Scusatemi la divagazione, forse sono più di un paio i concetti ribaditi della gara di San Valentino, ma un ripasso non guasta mai. Una partita che deve far riflettere perché, se è vero che ha evidenziato la progressiva crescita della squadra di Ballardini, dall’altro lato ha messo a nudo una carenza di personalità e probabilmente convinzione nei propri mezzi. Qualità che invece ha messo in campo il Catania – ecco che si passa a parlare d’altro – contro la Lazio nel lunch match di ieri. Quella etnea, tralasciando i valori sicuramente importanti che ha sulla carta, non attraversava un bel momento e un’eventuale sconfitta contro la compagine di Reja (che non aveva mai perso dal suo ritorno in biancoceleste) avrebbe compromesso ulteriormente la situazione. Invece, la Lazio non ha avuto nemmeno il tempo di scendere in campo che già si è ritrovata sotto di un gol. E nonostante, dopo una gran fatica, fosse riuscita a pervenire al pareggio a fine primo tempo, nella ripresa si è ripetuto il copione: una manciata di minuti e padroni di casa ancora in vantaggio, bravi poi a chiudere la gara sul 3-1 e a portare a casa 3 punti che permettono ai siciliani di abbandonare l’ultimo posto, ora detenuto dal Sassuolo che ha collezionato la terza sconfitta in altrettante gare sotto la gestione Malesani contro un Napoli troppo superiore. Che fosse difficile amalgamare così tanti nuovi acquisti era chiaro a tutti, ma sembrava ben più difficile dimenticarsi quel poco di buono fatto vedere nel girone d’andata con Di Francesco in sella al gruppo. Dalle parti di Reggio, più di qualcuno già invoca il ritorno del tecnico abruzzese. Poco sopra i neroverdi troviamo invece il Chievo, distrutto allo Stadium da una Juventus arrabbiata dopo la beffa ricevuta dai cugini dell’Hellas una settimana prima. Completata la “zona rossa” dal rinato Catania, poco sopra la linea di galleggiamento si è andato a posizionare il Livorno, che grazie ad una prova di carattere è riuscito ad imporsi per 2-1 a Cagliari, regalandosi tre punti pesantissimi e allo stesso tempo tirando nel vortice proprio gli isolani, che restano comunque a distanza di (relativa) sicurezza.

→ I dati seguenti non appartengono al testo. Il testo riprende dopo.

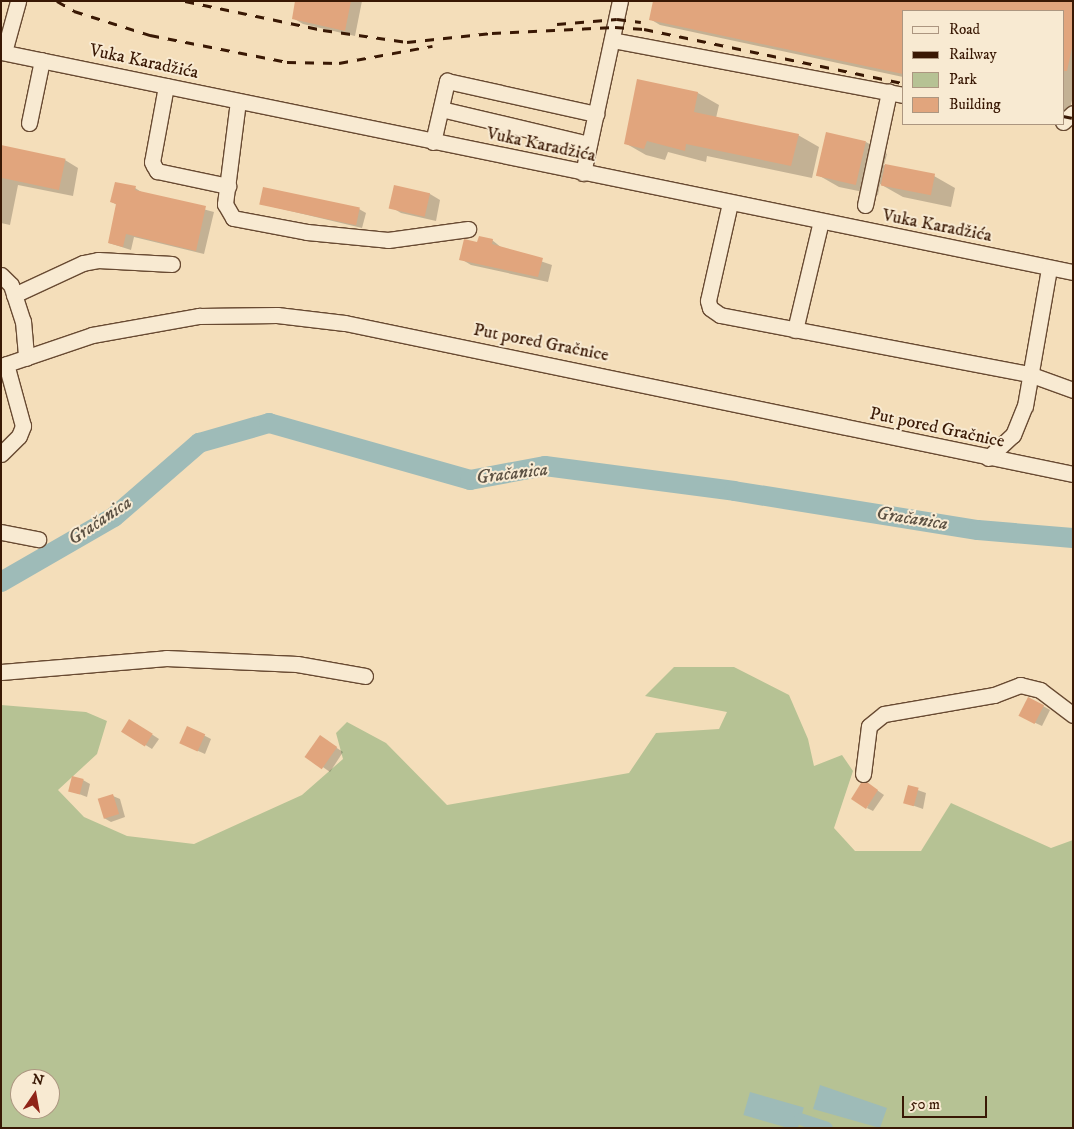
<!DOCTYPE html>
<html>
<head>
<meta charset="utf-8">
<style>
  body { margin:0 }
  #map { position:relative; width:1074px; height:1129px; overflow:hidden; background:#f4deba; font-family:"IM FELL DW Pica",serif }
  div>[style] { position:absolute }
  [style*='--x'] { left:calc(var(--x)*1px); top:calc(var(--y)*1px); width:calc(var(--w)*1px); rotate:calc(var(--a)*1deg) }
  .green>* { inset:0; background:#b6c294 }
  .water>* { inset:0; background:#9ebbb8; transform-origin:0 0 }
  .shadow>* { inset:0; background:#0003 }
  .canal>* { height:12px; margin:-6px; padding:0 6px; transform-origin:6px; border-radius:6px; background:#9ebbb8 }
  .river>* { height:20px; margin:-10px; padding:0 10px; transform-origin:10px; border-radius:10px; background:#9ebbb8 }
  .building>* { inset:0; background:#e1a57d; transform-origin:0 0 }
  .roads { filter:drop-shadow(1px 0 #684a32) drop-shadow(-1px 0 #684a32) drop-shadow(0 1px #684a32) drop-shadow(0 -1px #684a32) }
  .minor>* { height:15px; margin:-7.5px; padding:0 7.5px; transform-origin:7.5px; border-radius:7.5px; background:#f8ead2 }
  .rail>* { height:3px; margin-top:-1.5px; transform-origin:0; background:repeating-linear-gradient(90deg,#391804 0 9px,transparent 0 18px) }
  span { translate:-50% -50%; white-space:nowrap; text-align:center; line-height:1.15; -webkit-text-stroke:4px #f8ead2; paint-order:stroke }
  .street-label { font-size:18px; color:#391804 }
  .water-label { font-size:19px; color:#5c5143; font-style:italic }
  .frame { position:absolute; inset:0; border:2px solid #391804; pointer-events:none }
  .legend { position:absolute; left:902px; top:10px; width:162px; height:115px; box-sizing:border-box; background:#f8ead2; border:1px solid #ac9680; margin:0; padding:6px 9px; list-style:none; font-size:15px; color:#391804 }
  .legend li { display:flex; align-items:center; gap:10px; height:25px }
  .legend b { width:25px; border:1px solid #ac9680 }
  .north { position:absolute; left:10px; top:1069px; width:50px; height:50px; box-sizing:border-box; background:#f8ead2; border:1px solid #ac9680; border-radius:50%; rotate:12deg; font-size:14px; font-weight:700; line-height:20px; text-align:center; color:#391804 }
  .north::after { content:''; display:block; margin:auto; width:18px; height:22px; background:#8f2418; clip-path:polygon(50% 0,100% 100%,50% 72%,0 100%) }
  .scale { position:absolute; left:902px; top:1096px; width:85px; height:22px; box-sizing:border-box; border:2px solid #391804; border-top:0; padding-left:6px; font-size:15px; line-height:18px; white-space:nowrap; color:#391804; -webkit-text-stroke:4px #f8ead2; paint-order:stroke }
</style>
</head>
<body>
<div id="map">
  <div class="green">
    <div style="clip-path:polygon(evenodd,674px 667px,734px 667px,789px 695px,808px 739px,814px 766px,842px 755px,853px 771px,834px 828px,855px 851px,921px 851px,951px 803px,1051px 848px,1073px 840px,1073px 1128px,1px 1128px,1px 705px,86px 712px,107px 721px,97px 754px,58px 790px,84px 817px,127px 836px,194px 844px,302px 795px,343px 759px,336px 733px,347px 722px,386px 743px,447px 805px,629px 773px,656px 733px,719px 729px,727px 712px,645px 696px,674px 667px,20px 1079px,50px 1079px,50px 1109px,20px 1109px,20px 1079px)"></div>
  </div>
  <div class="water">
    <div style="clip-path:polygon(820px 1085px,887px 1108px,880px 1128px,813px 1109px)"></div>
    <div style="left:750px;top:1092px;width:56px;height:24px;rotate:16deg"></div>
  </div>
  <div class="shadow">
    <div style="clip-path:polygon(297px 1px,362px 1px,355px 36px,303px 24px,293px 18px)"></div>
    <div style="clip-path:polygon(1073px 1px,1073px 96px,1069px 113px,1063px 111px,1063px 11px,903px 11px,903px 77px,660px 25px,650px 19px)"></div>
    <div style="clip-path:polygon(638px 81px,698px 93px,719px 105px,716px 118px,798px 135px,819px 147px,812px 178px,707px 156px,706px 162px,668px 152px,665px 160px,646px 155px,625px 143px)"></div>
    <div style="clip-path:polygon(866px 142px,887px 154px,884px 165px,934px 176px,955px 188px,951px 207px,903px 197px,880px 184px,878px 195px,839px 187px,818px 175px)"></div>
    <div style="clip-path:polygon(1px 147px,65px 160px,78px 168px,73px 196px,18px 185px,10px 225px,1px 223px)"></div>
    <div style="clip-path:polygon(395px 187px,430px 194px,440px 200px,436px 221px,401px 213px,391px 207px)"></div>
    <div style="clip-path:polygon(135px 188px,143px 193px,214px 212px,204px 254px,134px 237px,131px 250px,109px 243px,117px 205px,112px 202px)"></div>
    <div style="clip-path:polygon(261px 204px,359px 209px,366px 213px,362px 228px)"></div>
    <div style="clip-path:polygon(492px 240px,502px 248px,552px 265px,548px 282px,471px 265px,461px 259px)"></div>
    <div style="clip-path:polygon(1029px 698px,1050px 710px,1042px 726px,1027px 719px)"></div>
    <div style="clip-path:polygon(136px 724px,159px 739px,152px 749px,123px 731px)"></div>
    <div style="clip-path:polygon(188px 727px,211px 739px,205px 754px,187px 746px)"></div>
    <div style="clip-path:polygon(326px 741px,343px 752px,330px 772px,307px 756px)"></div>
    <div style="clip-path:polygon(83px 780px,90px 784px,87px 797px,71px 791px)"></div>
    <div style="clip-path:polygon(909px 787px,926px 793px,923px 809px,906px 803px)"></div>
    <div style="clip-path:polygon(874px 788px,884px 795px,873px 811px,867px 808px)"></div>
    <div style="clip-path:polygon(113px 796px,120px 799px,125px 817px,111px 822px,104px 818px)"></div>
  </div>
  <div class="canal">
    <div style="--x:800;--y:1119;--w:28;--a:18"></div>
  </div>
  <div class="river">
    <div style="--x:1;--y:582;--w:130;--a:-29.9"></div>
    <div style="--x:114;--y:517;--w:113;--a:-41"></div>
    <div style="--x:199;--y:443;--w:73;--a:-15.9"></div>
    <div style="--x:269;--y:423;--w:209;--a:15.8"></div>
    <div style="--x:470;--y:480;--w:76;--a:-10.6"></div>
    <div style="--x:545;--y:466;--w:191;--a:7.5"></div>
    <div style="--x:734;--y:491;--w:247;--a:9.1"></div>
    <div style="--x:978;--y:530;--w:95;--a:4.8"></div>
  </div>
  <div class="building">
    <div style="clip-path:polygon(295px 1px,351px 1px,345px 31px,292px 19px)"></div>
    <div style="clip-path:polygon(653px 1px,1073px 1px,1073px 43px,1067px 71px,1063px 71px,1063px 11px,903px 11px,903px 74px,649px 20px)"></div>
    <div style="clip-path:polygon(637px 79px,698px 92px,694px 112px,799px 134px,791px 166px,686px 144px,685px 151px,647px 141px,644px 149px,624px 144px)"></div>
    <div style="left:826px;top:132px;width:41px;height:45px;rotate:13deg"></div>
    <div style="left:1px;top:145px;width:66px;height:32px;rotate:12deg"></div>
    <div style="left:885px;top:164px;width:51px;height:22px;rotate:11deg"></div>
    <div style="clip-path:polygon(115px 182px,136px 186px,135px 190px,206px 206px,196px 251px,126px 234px,123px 247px,108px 243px,116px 204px,110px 202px)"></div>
    <div style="left:394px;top:185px;width:37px;height:24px;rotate:13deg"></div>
    <div style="left:263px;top:187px;width:99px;height:18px;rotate:12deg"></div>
    <div style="clip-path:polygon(479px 236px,493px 239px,492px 244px,543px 258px,538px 277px,459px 260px,464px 239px,477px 242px)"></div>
    <div style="left:1028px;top:697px;width:18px;height:21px;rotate:27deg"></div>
    <div style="left:129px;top:719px;width:28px;height:15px;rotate:32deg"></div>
    <div style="left:187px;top:726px;width:20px;height:19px;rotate:24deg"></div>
    <div style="left:320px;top:735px;width:21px;height:27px;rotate:35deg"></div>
    <div style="left:72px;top:776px;width:12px;height:16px;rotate:14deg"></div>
    <div style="clip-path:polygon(867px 782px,878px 790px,866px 809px,851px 799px,861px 783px)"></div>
    <div style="left:908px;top:785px;width:11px;height:19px;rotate:15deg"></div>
    <div style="left:113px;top:794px;width:21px;height:16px;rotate:73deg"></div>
  </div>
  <div class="roads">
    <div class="minor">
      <div style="--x:612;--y:40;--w:296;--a:10.7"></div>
      <div style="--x:1;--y:52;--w:1094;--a:11.6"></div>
      <div style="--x:4;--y:52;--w:53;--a:-74.6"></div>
      <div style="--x:166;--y:86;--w:77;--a:100.4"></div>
      <div style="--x:152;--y:162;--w:4;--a:63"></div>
      <div style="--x:154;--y:166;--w:6;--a:59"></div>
      <div style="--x:157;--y:171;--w:73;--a:11.9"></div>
      <div style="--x:238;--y:101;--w:104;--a:97.2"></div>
      <div style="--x:225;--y:204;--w:16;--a:60"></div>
      <div style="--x:233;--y:218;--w:75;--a:10.7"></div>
      <div style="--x:307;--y:232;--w:81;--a:5.6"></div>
      <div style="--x:388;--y:240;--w:81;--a:-7.8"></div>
      <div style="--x:441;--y:109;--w:152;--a:13.3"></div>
      <div style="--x:1063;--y:122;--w:13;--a:-42"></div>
      <div style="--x:29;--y:123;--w:64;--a:-78.3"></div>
      <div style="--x:433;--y:142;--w:63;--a:-77.1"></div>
      <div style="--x:447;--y:81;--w:153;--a:12.5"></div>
      <div style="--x:583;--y:173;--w:176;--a:-77.9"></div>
      <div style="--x:730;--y:203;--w:100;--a:102.7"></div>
      <div style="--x:708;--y:301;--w:7;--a:74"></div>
      <div style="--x:710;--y:308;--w:12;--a:35"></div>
      <div style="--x:720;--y:315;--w:315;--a:10.8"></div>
      <div style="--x:1029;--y:374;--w:47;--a:20"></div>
      <div style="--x:865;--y:205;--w:116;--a:-78"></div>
      <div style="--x:1;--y:275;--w:14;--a:45"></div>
      <div style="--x:11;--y:285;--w:38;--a:72"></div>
      <div style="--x:23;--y:321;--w:37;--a:85"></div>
      <div style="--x:14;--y:295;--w:76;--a:-24.9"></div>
      <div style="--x:83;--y:263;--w:15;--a:-11"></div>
      <div style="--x:98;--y:260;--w:74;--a:3.1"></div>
      <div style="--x:795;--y:330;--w:112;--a:-76.6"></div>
      <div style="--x:1;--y:366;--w:96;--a:-18.8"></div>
      <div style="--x:92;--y:335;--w:109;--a:-10.1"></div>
      <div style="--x:199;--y:316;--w:78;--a:-0.7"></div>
      <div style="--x:277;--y:315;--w:68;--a:6.7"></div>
      <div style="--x:345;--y:323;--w:743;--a:11.72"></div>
      <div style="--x:1;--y:454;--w:25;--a:-45"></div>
      <div style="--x:19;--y:436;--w:11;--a:-68"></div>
      <div style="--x:23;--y:426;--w:64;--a:-105.3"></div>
      <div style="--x:988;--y:458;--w:34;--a:-43"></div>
      <div style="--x:1013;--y:435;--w:31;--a:-68"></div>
      <div style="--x:1025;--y:406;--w:140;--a:-80.1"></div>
      <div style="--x:1;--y:532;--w:38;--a:11"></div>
      <div style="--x:1;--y:672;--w:166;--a:-4.8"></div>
      <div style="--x:166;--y:658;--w:131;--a:2.6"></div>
      <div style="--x:297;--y:664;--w:69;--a:10"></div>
      <div style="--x:863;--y:774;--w:48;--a:-82.9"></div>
      <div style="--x:869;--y:726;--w:19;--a:-39"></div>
      <div style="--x:884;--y:714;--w:112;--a:-9.8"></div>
      <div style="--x:994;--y:695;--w:28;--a:-21"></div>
      <div style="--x:1020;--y:685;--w:21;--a:14"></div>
      <div style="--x:1040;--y:690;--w:41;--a:37.1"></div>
    </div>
  </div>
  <div class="rail">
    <div style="--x:57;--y:1;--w:20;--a:30"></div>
    <div style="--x:74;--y:11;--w:80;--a:17.5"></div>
    <div style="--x:150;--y:35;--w:140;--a:11.1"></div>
    <div style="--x:287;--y:62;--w:52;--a:1.1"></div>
    <div style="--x:339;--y:63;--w:95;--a:-10.4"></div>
    <div style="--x:185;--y:1;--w:141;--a:11.9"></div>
    <div style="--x:323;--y:30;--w:85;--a:8.1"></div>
    <div style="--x:407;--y:42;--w:85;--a:-6"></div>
    <div style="--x:492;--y:33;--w:123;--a:-2.8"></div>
    <div style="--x:615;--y:27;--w:29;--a:4"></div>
    <div style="--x:644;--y:29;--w:265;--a:11.8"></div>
    <div style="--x:557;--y:24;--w:60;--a:-4.8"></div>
    <div style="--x:617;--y:19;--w:24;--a:7"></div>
    <div style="--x:1063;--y:116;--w:10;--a:11"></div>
  </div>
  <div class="street-label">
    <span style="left:144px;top:62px;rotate:12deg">Vuka Karadžića</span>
    <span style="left:541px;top:145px;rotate:12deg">Vuka Karadžića</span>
    <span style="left:937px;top:226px;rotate:11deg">Vuka Karadžića</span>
    <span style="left:541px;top:343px;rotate:11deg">Put pored Gračnice</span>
    <span style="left:937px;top:428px;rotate:12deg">Put pored Gračnice</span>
  </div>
  <div class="water-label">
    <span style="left:512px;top:474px;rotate:-7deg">Gračanica</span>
    <span style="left:912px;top:519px;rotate:9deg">Gračanica</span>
    <span style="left:100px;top:521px;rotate:-34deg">Gračanica</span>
  </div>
  <div class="frame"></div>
  <ul class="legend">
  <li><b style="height:6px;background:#f8ead2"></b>Road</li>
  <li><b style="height:6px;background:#391804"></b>Railway</li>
  <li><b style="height:14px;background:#b6c294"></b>Park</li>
  <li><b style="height:14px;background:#e1a57d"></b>Building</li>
  </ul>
  <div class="north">N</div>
  <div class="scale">50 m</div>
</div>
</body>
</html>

Morale della favola? Il Bologna, piazzato al quintultimo posto, ha visto ridursi il gap dalla zona pericolosa a soli due punti, con squadre come Catania e Livorno che hanno dato dimostrazione di non essere così morte come qualcuno, troppo frettolosamente, le aveva giudicate. L’impressione è che fino alla fine sarà una corsa all’ultimo punto, ecco perché conquistarne almeno uno a San Siro avrebbe fatto molto comodo. Ma con i “se” e con i “ma” non si fa la storia, né tantomeno i punti necessari per la permanenza in A, tocca mandare giù il boccone amaro e tenere a memoria la lezione per le partite a venire. La prossima metterà il Bfc di fronte alla corazzata Roma, che ieri sera ha calato il tris ai danni della Sampdoria. La sfida sarà durissima, è scontato, anche se conterà molto l’atteggiamento messo in campo, che dovrà essere quello giusto per interpretare al meglio la gara e provare a portar via qualcosa dal Dall’Ara. Partire già sconfitti servirebbe a poco, e magari con un pelino di fortuna in più si potrebbe tentare di conquistare quantomeno un punticino che varrebbe oro e farebbe dimenticare quello perso contro il Milan. D’altronde, il calcio ci ha ricordato tutta la sua imprevedibilità durante questa 24° giornata, se qualcuno se ne fosse dimenticato, e potrebbe tornare a farlo anche nel prossimo week-end. Se dovesse succedere, il Bfc dovrà farsi trovare pronto e cogliere al volo l’occasione, per evitare di iniziare poi un’altra settimana con tanti rimpianti sul groppone.